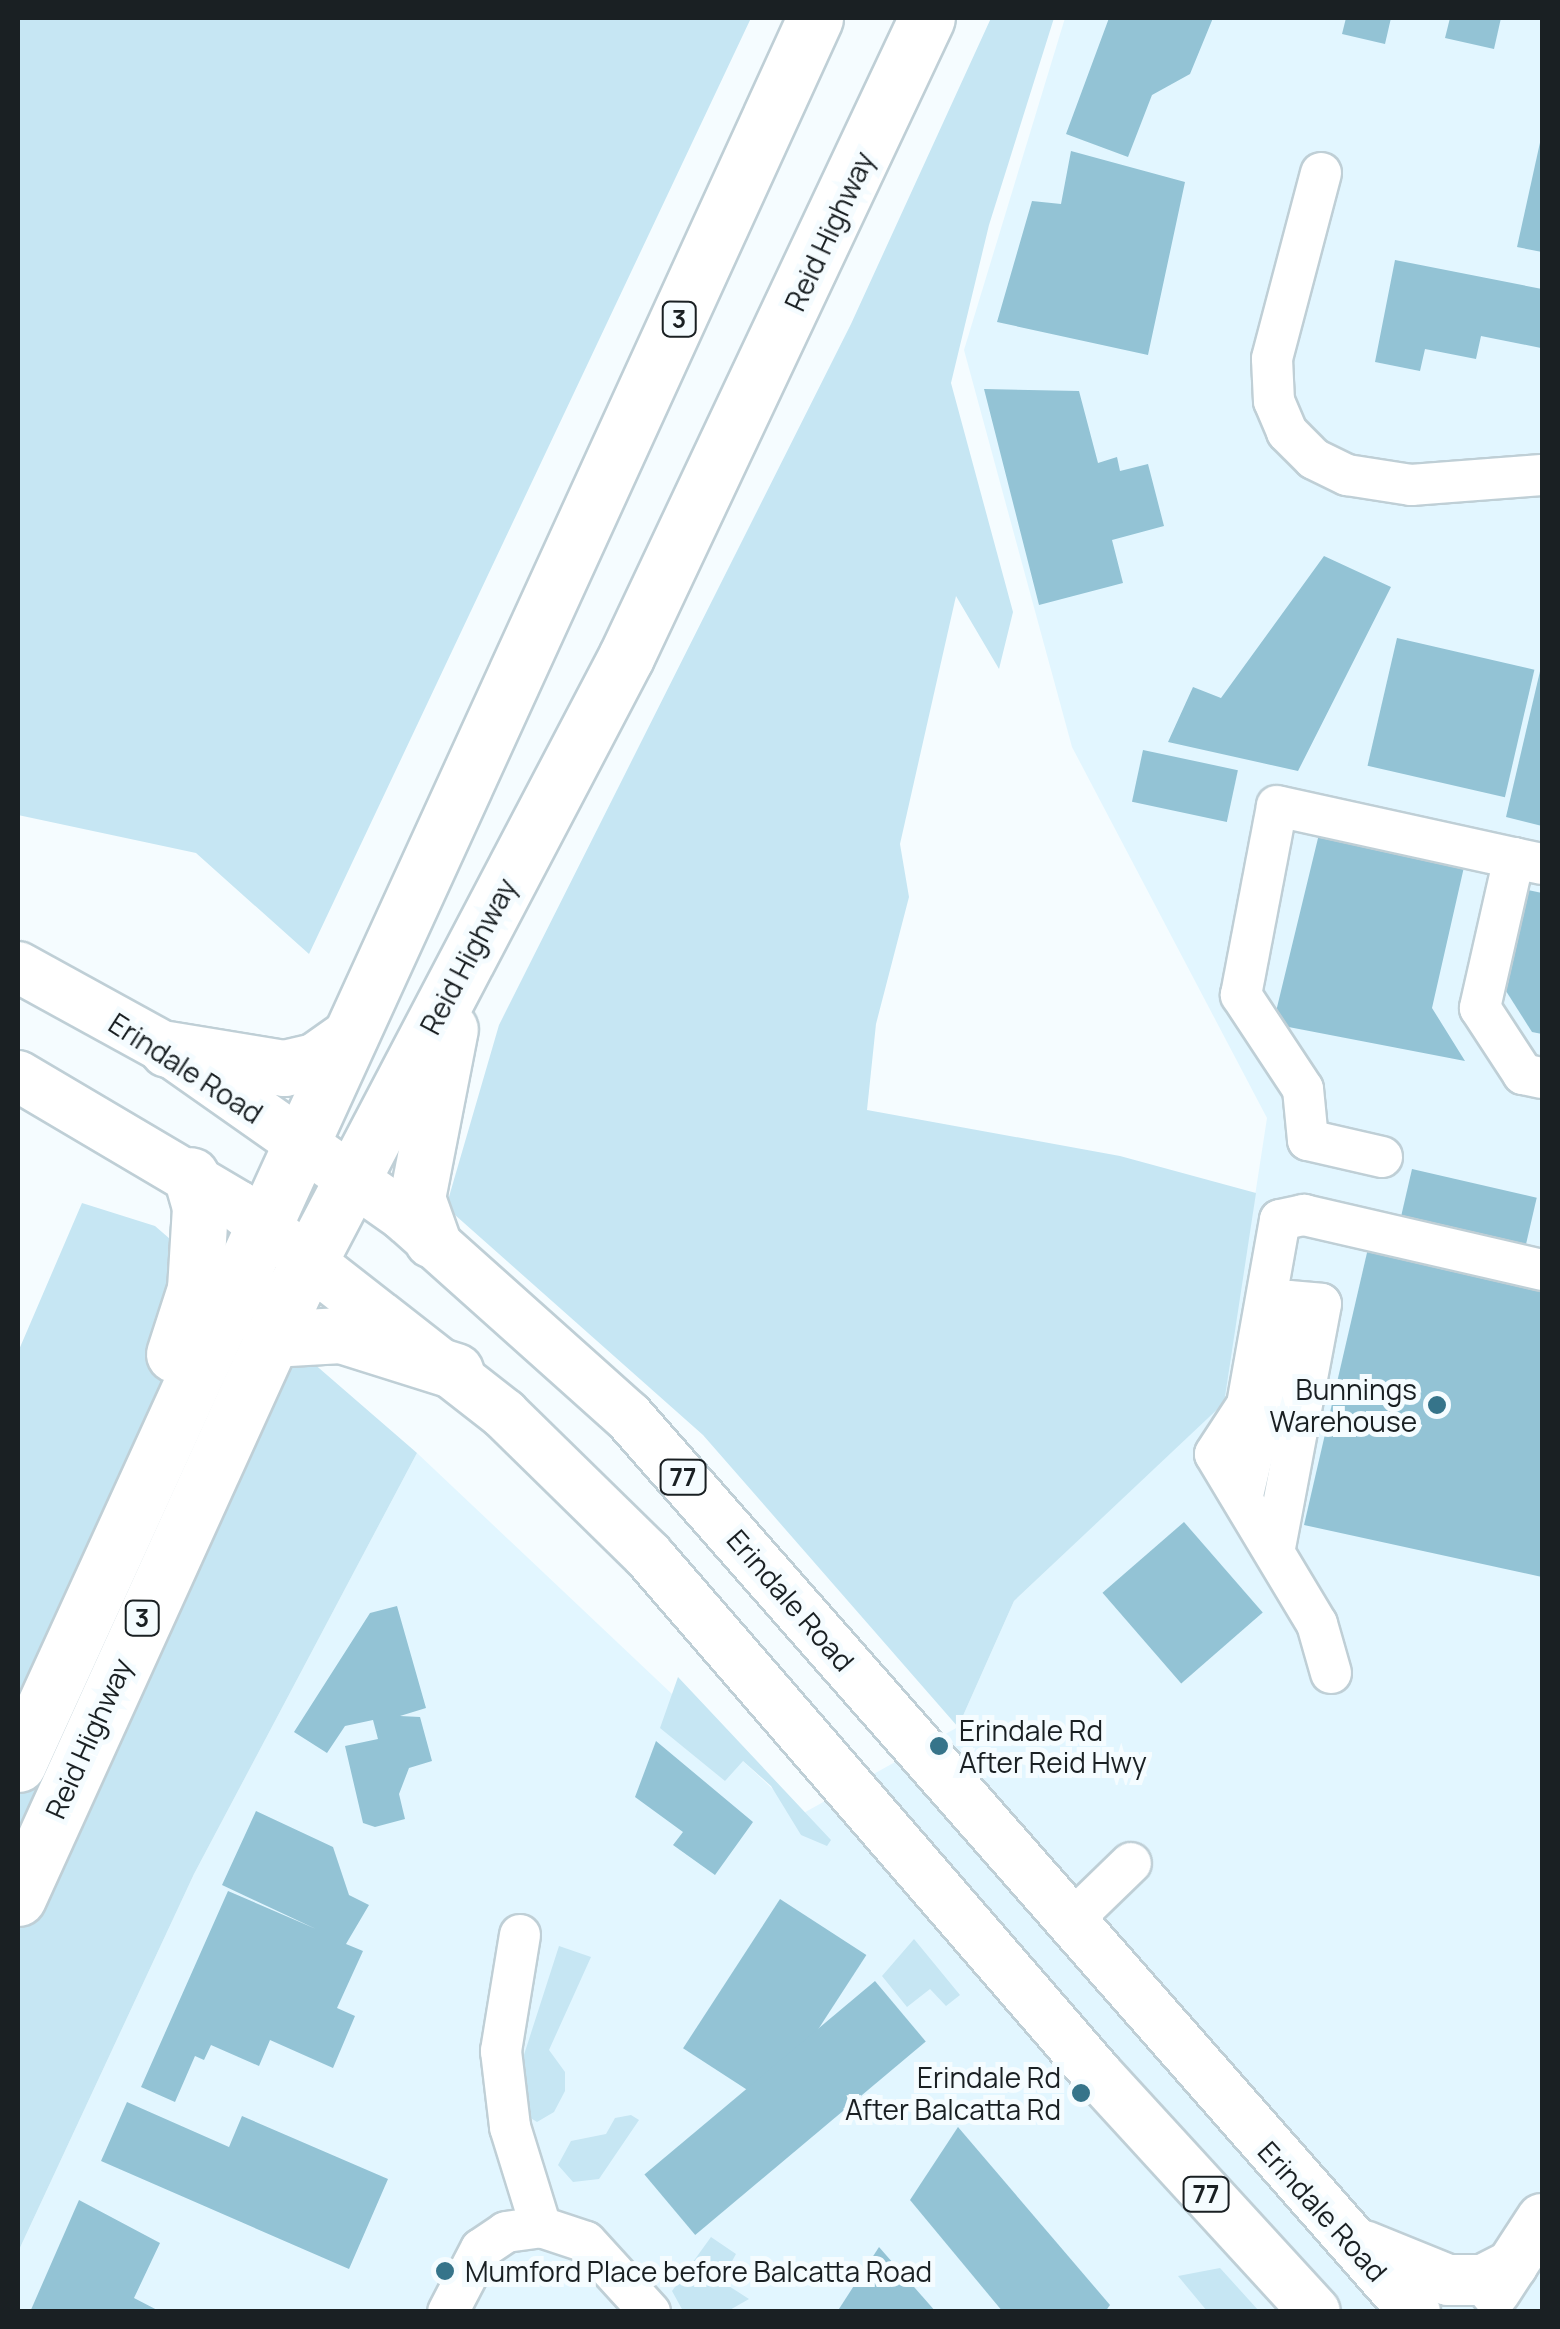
<!DOCTYPE html>
<html>
<head>
<meta charset="utf-8">
<style>
	body { margin:0 }
	#map { position:relative; width:1560px; height:2329px; overflow:hidden; background:#f5fcff; font-family:Manrope,sans-serif }
	div>[style] { position:absolute }
	[style*='--x'] { left:calc(var(--x)*1px); top:calc(var(--y)*1px); width:calc(var(--w)*1px); rotate:calc(var(--a)*1deg) }
	.built>* { inset:0; background:#e2f6ff }
	.green>* { inset:0; background:#c6e6f3 }
	.building>* { inset:0; background:#93c3d5; transform-origin:0 0 }
	.roads { filter:drop-shadow(2px 0 #bfcfd6) drop-shadow(-2px 0 #bfcfd6) drop-shadow(0 2px #bfcfd6) drop-shadow(0 -2px #bfcfd6) }
	.minor>* { height:40px; margin:-20px; padding:0 20px; transform-origin:20px; border-radius:20px; background:#fff }
	.major>* { height:50px; margin:-25px; padding:0 25px; transform-origin:25px; border-radius:25px; background:#fff }
	.highway>* { height:55px; margin:-27.5px; padding:0 27.5px; transform-origin:27.5px; border-radius:27.5px; background:#fff }
	.dots>* { width:28px; height:28px; translate:-50% -50%; box-sizing:border-box; border:5px solid #f5fcff; border-radius:50% }
	span { translate:-50% -50%; white-space:nowrap; text-align:center; line-height:1.15; -webkit-text-stroke:10px #f5fcff; paint-order:stroke }
	.shield-label span { padding:2px 8px; background:#f5fcff; border:2px solid; border-radius:8px; -webkit-text-stroke-width:0 }
	.shield-label { font-size:25px; color:#1a2023; font-weight:700 }
	.street-label { font-size:28px; color:#1a2023 }
	.poi-label { font-size:28px; color:#1a2023 }
	.right { translate:-100% -50%; text-align:right }
	.left { translate:0 -50%; text-align:left }
	.frame { position:absolute; inset:0; border:20px solid #1a2023; pointer-events:none }
</style>
</head>
<body>
<div id="map">
	<div class="built">
		<i style="clip-path:polygon(1065px 18px,1542px 18px,1542px 2311px,18px 2312px,18px 2252px,194px 1874px,417px 1453px,800px 1815px,958px 1727px,1014px 1601px,1223px 1403px,1267px 1118px,1072px 747px,964px 350px)"></i>
	</div>
	<div class="green">
		<i style="clip-path:polygon(18px 18px,751px 18px,309px 954px,196px 853px,18px 815px)"></i>
		<i style="clip-path:polygon(991px 18px,1054px 18px,989px 225px,951px 383px,1013px 612px,999px 669px,956px 596px,900px 844px,909px 897px,876px 1024px,867px 1110px,1120px 1156px,1256px 1193px,1224px 1403px,1014px 1601px,958px 1727px,703px 1435px,446px 1207px,499px 1025px,851px 324px)"></i>
		<i style="clip-path:polygon(82px 1203px,155px 1226px,417px 1453px,194px 1874px,18px 2252px,18px 1352px)"></i>
		<i style="clip-path:polygon(678px 1677px,831px 1840px,827px 1846px,801px 1835px,771px 1786px,743px 1761px,725px 1781px,660px 1728px)"></i>
		<i style="clip-path:polygon(914px 1939px,960px 1995px,946px 2006px,930px 1989px,907px 2007px,882px 1976px)"></i>
		<i style="clip-path:polygon(559px 1946px,591px 1957px,549px 2050px,565px 2072px,565px 2091px,554px 2112px,537px 2122px,526px 2115px,522px 2061px)"></i>
		<i style="clip-path:polygon(631px 2115px,639px 2120px,599px 2179px,573px 2182px,558px 2165px,571px 2141px,606px 2134px,615px 2118px)"></i>
		<i style="clip-path:polygon(711px 2237px,736px 2254px,721px 2281px,749px 2299px,728px 2311px,683px 2311px,672px 2291px)"></i>
		<i style="clip-path:polygon(1220px 2268px,1259px 2311px,1207px 2311px,1178px 2276px)"></i>
	</div>
	<div class="building">
		<i style="clip-path:polygon(1109px 18px,1213px 18px,1190px 74px,1152px 95px,1128px 157px,1066px 134px)"></i>
		<i style="clip-path:polygon(1346px 18px,1391px 18px,1385px 44px,1342px 34px)"></i>
		<i style="clip-path:polygon(1450px 18px,1501px 18px,1494px 49px,1445px 38px)"></i>
		<i style="clip-path:polygon(1541px 138px,1542px 138px,1542px 252px,1517px 247px)"></i>
		<i style="clip-path:polygon(1071px 151px,1185px 182px,1148px 355px,997px 322px,1032px 201px,1061px 204px)"></i>
		<i style="clip-path:polygon(1395px 260px,1542px 289px,1541px 348px,1481px 336px,1476px 359px,1425px 349px,1420px 371px,1375px 362px)"></i>
		<i style="clip-path:polygon(984px 389px,1079px 391px,1098px 463px,1117px 457px,1120px 471px,1148px 464px,1164px 526px,1112px 540px,1123px 583px,1039px 605px)"></i>
		<i style="clip-path:polygon(1324px 556px,1391px 587px,1298px 771px,1168px 742px,1193px 687px,1221px 698px)"></i>
		<i style="left:1397px;top:638px;width:141px;height:131px;rotate:13deg"></i>
		<i style="clip-path:polygon(1541px 667px,1542px 667px,1542px 826px,1506px 817px)"></i>
		<i style="left:1143px;top:750px;width:97px;height:53px;rotate:12deg"></i>
		<i style="clip-path:polygon(1319px 834px,1464px 867px,1432px 1008px,1465px 1061px,1273px 1024px)"></i>
		<i style="clip-path:polygon(1528px 890px,1542px 893px,1542px 1034px,1532px 1032px,1499px 980px)"></i>
		<i style="left:1412px;top:1169px;width:128px;height:52px;rotate:13deg"></i>
		<i style="clip-path:polygon(1369px 1244px,1542px 1285px,1542px 1577px,1304px 1525px)"></i>
		<i style="left:1184px;top:1522px;width:120px;height:108px;rotate:49deg"></i>
		<i style="clip-path:polygon(397px 1606px,426px 1708px,400px 1716px,420px 1717px,432px 1761px,409px 1768px,399px 1794px,405px 1819px,375px 1827px,363px 1823px,345px 1746px,378px 1739px,373px 1720px,345px 1726px,327px 1753px,294px 1732px,370px 1613px)"></i>
		<i style="clip-path:polygon(656px 1741px,753px 1822px,715px 1875px,673px 1845px,683px 1832px,635px 1797px)"></i>
		<i style="clip-path:polygon(256px 1811px,333px 1847px,349px 1895px,369px 1905px,346px 1944px,363px 1951px,337px 2008px,355px 2016px,333px 2068px,270px 2040px,259px 2066px,211px 2045px,204px 2060px,195px 2056px,175px 2102px,141px 2087px,228px 1891px,316px 1929px,222px 1885px)"></i>
		<i style="left:780px;top:1899px;width:103px;height:178px;rotate:33deg"></i>
		<i style="left:875px;top:1981px;width:79px;height:301px;rotate:50deg"></i>
		<i style="clip-path:polygon(127px 2102px,229px 2147px,242px 2116px,388px 2179px,349px 2269px,101px 2161px)"></i>
		<i style="clip-path:polygon(958px 2127px,1110px 2305px,1105px 2312px,1003px 2312px,910px 2200px)"></i>
		<i style="clip-path:polygon(79px 2200px,160px 2243px,134px 2298px,161px 2312px,30px 2312px)"></i>
		<i style="clip-path:polygon(879px 2247px,936px 2312px,837px 2312px)"></i>
	</div>
	<div class="roads">
		<div class="minor">
			<i style="--x:1321;--y:173;--w:192;--a:104.8"></i>
			<i style="--x:1272;--y:359;--w:42;--a:87.3"></i>
			<i style="--x:1274;--y:401;--w:34;--a:67"></i>
			<i style="--x:1287;--y:432;--w:38;--a:45"></i>
			<i style="--x:1314;--y:459;--w:37;--a:26"></i>
			<i style="--x:1347;--y:475;--w:65;--a:8.9"></i>
			<i style="--x:1411;--y:485;--w:131;--a:-4.4"></i>
			<i style="--x:1542;--y:864;--w:29;--a:-168"></i>
			<i style="--x:1514;--y:858;--w:154;--a:102.8"></i>
			<i style="--x:1480;--y:1008;--w:79;--a:56.9"></i>
			<i style="--x:1523;--y:1074;--w:19;--a:12"></i>
			<i style="--x:1382;--y:1157;--w:76;--a:-167.1"></i>
			<i style="--x:1308;--y:1140;--w:51;--a:-95.6"></i>
			<i style="--x:1303;--y:1089;--w:113;--a:-123.4"></i>
			<i style="--x:1241;--y:995;--w:192;--a:-79.2"></i>
			<i style="--x:1277;--y:806;--w:243;--a:12.4"></i>
			<i style="--x:1243;--y:1495;--w:199;--a:-76.7"></i>
			<i style="--x:1289;--y:1301;--w:32;--a:5"></i>
			<i style="--x:1321;--y:1304;--w:248;--a:100.7"></i>
			<i style="--x:1331;--y:1673;--w:51;--a:-105.9"></i>
			<i style="--x:1317;--y:1624;--w:198;--a:-121"></i>
			<i style="--x:1215;--y:1454;--w:59;--a:-56.9"></i>
			<i style="--x:1247;--y:1405;--w:188;--a:-79.9"></i>
			<i style="--x:1280;--y:1220;--w:25;--a:-12"></i>
			<i style="--x:1304;--y:1215;--w:244;--a:13"></i>
			<i style="--x:1069;--y:1923;--w:86;--a:-44.1"></i>
			<i style="--x:520;--y:1935;--w:118;--a:99.3"></i>
			<i style="--x:501;--y:2051;--w:77;--a:83.2"></i>
			<i style="--x:510;--y:2127;--w:105;--a:72.8"></i>
			<i style="--x:448;--y:2312;--w:71;--a:-62.4"></i>
			<i style="--x:481;--y:2249;--w:30;--a:-34"></i>
			<i style="--x:506;--y:2232;--w:35;--a:-8"></i>
			<i style="--x:541;--y:2227;--w:47;--a:18.4"></i>
			<i style="--x:586;--y:2242;--w:95;--a:47.6"></i>
		</div>
		<div class="major">
			<i style="--x:18;--y:967;--w:170;--a:28.8"></i>
			<i style="--x:167;--y:1049;--w:289;--a:35.1"></i>
			<i style="--x:403;--y:1215;--w:302;--a:41.8"></i>
			<i style="--x:628;--y:1416;--w:1193;--a:48.71"></i>
			<i style="--x:18;--y:1076;--w:256;--a:30.6"></i>
			<i style="--x:238;--y:1206;--w:338;--a:38"></i>
			<i style="--x:504;--y:1414;--w:202;--a:44.4"></i>
			<i style="--x:648;--y:1555;--w:688;--a:49.13"></i>
			<i style="--x:1098;--y:2075;--w:321;--a:47.5"></i>
			<i style="--x:1364;--y:2246;--w:91;--a:22"></i>
			<i style="--x:1448;--y:2280;--w:35;--a:0"></i>
			<i style="--x:1483;--y:2280;--w:33;--a:-27"></i>
			<i style="--x:1495;--y:2291;--w:86;--a:-56.9"></i>
		</div>
		<div class="highway">
			<i style="--x:167;--y:1049;--w:119;--a:9.2"></i>
			<i style="--x:284;--y:1068;--w:32;--a:-13"></i>
			<i style="--x:315;--y:1061;--w:43;--a:-35.5"></i>
			<i style="--x:432;--y:1240;--w:45;--a:-109.7"></i>
			<i style="--x:417;--y:1198;--w:172;--a:-79"></i>
			<i style="--x:271;--y:1339;--w:70;--a:-3.3"></i>
			<i style="--x:341;--y:1335;--w:120;--a:17.5"></i>
			<i style="--x:174;--y:1354;--w:68;--a:-72.1"></i>
			<i style="--x:195;--y:1289;--w:82;--a:-86.5"></i>
			<i style="--x:200;--y:1207;--w:33;--a:-106"></i>
			<i style="--x:18;--y:1764;--w:1919;--a:-65.46"></i>
			<i style="--x:18;--y:1898;--w:670;--a:-65.58"></i>
			<i style="--x:295;--y:1288;--w:713;--a:-62.32"></i>
			<i style="--x:626;--y:657;--w:706;--a:-64.78"></i>
		</div>
	</div>
	<div class="dots">
		<i style="left:1437px;top:1405px;background:#36748a"></i>
		<i style="left:939px;top:1746px;background:#36748a"></i>
		<i style="left:1081px;top:2093px;background:#36748a"></i>
		<i style="left:445px;top:2271px;background:#36748a"></i>
	</div>
	<div class="shield-label">
		<span style="left:679px;top:319px">3</span>
		<span style="left:683px;top:1477px">77</span>
		<span style="left:142px;top:1618px">3</span>
		<span style="left:1206px;top:2194px">77</span>
	</div>
	<div class="street-label">
		<span style="left:829px;top:231px;rotate:-65deg">Reid Highway</span>
		<span style="left:468px;top:956px;rotate:-62deg">Reid Highway</span>
		<span style="left:186px;top:1068px;rotate:33deg">Erindale Road</span>
		<span style="left:791px;top:1600px;rotate:49deg">Erindale Road</span>
		<span style="left:88px;top:1738px;rotate:-66deg">Reid Highway</span>
		<span style="left:1323px;top:2211px;rotate:48deg">Erindale Road</span>
	</div>
	<div class="poi-label">
		<span class="right" style="left:1417px;top:1405px">Bunnings<br>Warehouse</span>
		<span class="left" style="left:959px;top:1746px">Erindale Rd<br>After Reid Hwy</span>
		<span class="right" style="left:1061px;top:2093px">Erindale Rd<br>After Balcatta Rd</span>
		<span class="left" style="left:465px;top:2271px">Mumford Place before Balcatta Road</span>
	</div>
	<div class="frame"></div>
</div>
</body>
</html>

WORK TASK – Restate word for word only the lines above from the line containing "filter:drop-shadow(2px 0 #bfcfd6)" to the line containing "18px,751px 18px,309px 954px,196px", both of them included.

TASK RESULT –
	.roads { filter:drop-shadow(2px 0 #bfcfd6) drop-shadow(-2px 0 #bfcfd6) drop-shadow(0 2px #bfcfd6) drop-shadow(0 -2px #bfcfd6) }
	.minor>* { height:40px; margin:-20px; padding:0 20px; transform-origin:20px; border-radius:20px; background:#fff }
	.major>* { height:50px; margin:-25px; padding:0 25px; transform-origin:25px; border-radius:25px; background:#fff }
	.highway>* { height:55px; margin:-27.5px; padding:0 27.5px; transform-origin:27.5px; border-radius:27.5px; background:#fff }
	.dots>* { width:28px; height:28px; translate:-50% -50%; box-sizing:border-box; border:5px solid #f5fcff; border-radius:50% }
	span { translate:-50% -50%; white-space:nowrap; text-align:center; line-height:1.15; -webkit-text-stroke:10px #f5fcff; paint-order:stroke }
	.shield-label span { padding:2px 8px; background:#f5fcff; border:2px solid; border-radius:8px; -webkit-text-stroke-width:0 }
	.shield-label { font-size:25px; color:#1a2023; font-weight:700 }
	.street-label { font-size:28px; color:#1a2023 }
	.poi-label { font-size:28px; color:#1a2023 }
	.right { translate:-100% -50%; text-align:right }
	.left { translate:0 -50%; text-align:left }
	.frame { position:absolute; inset:0; border:20px solid #1a2023; pointer-events:none }
</style>
</head>
<body>
<div id="map">
	<div class="built">
		<i style="clip-path:polygon(1065px 18px,1542px 18px,1542px 2311px,18px 2312px,18px 2252px,194px 1874px,417px 1453px,800px 1815px,958px 1727px,1014px 1601px,1223px 1403px,1267px 1118px,1072px 747px,964px 350px)"></i>
	</div>
	<div class="green">
		<i style="clip-path:polygon(18px 18px,751px 18px,309px 954px,196px 853px,18px 815px)"></i>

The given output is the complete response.